### TASK
Copy the lines below that contain "JSON".

### Collected data entries
------------------------------------

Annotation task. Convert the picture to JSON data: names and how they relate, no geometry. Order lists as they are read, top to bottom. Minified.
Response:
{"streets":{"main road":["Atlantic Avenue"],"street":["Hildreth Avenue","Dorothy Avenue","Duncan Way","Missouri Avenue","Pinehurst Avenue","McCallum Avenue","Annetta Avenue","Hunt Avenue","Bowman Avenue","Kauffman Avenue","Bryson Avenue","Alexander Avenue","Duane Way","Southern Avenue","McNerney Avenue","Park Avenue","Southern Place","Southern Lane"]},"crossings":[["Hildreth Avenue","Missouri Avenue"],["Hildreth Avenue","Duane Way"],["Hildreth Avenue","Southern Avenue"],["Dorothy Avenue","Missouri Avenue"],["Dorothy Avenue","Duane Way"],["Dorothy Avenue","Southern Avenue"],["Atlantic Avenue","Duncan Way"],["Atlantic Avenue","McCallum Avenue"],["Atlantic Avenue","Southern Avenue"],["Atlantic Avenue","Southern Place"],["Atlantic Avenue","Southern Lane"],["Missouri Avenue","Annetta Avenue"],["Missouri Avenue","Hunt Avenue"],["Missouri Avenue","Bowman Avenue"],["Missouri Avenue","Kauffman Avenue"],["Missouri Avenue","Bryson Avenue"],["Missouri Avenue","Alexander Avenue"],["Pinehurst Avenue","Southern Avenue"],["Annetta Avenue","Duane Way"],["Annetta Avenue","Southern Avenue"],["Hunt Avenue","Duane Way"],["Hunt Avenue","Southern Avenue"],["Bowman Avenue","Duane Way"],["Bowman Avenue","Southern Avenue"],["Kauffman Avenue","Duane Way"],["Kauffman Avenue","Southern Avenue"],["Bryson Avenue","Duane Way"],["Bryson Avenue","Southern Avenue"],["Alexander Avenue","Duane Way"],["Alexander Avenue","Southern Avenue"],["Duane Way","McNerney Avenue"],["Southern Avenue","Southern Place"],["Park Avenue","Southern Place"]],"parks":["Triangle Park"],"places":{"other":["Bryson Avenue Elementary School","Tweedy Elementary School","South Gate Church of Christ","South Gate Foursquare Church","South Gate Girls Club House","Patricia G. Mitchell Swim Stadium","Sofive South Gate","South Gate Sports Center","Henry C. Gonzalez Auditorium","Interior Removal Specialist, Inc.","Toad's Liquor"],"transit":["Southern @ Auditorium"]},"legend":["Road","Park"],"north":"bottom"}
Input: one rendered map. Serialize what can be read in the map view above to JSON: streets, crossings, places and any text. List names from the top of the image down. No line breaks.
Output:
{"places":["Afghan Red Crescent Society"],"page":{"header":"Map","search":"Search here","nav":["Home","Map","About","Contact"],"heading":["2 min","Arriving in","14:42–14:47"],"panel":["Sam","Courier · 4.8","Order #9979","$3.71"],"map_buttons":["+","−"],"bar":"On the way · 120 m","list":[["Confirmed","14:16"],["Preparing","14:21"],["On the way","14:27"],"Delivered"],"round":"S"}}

------------------------------------

### RESULT
Annotation task. Convert the picture to JSON data: names and how they relate, no geometry. Order lists as they are read, top to bottom. Minified.
Input: one rendered map. Serialize what can be read in the map view above to JSON: streets, crossings, places and any text. List names from the top of the image down. No line breaks.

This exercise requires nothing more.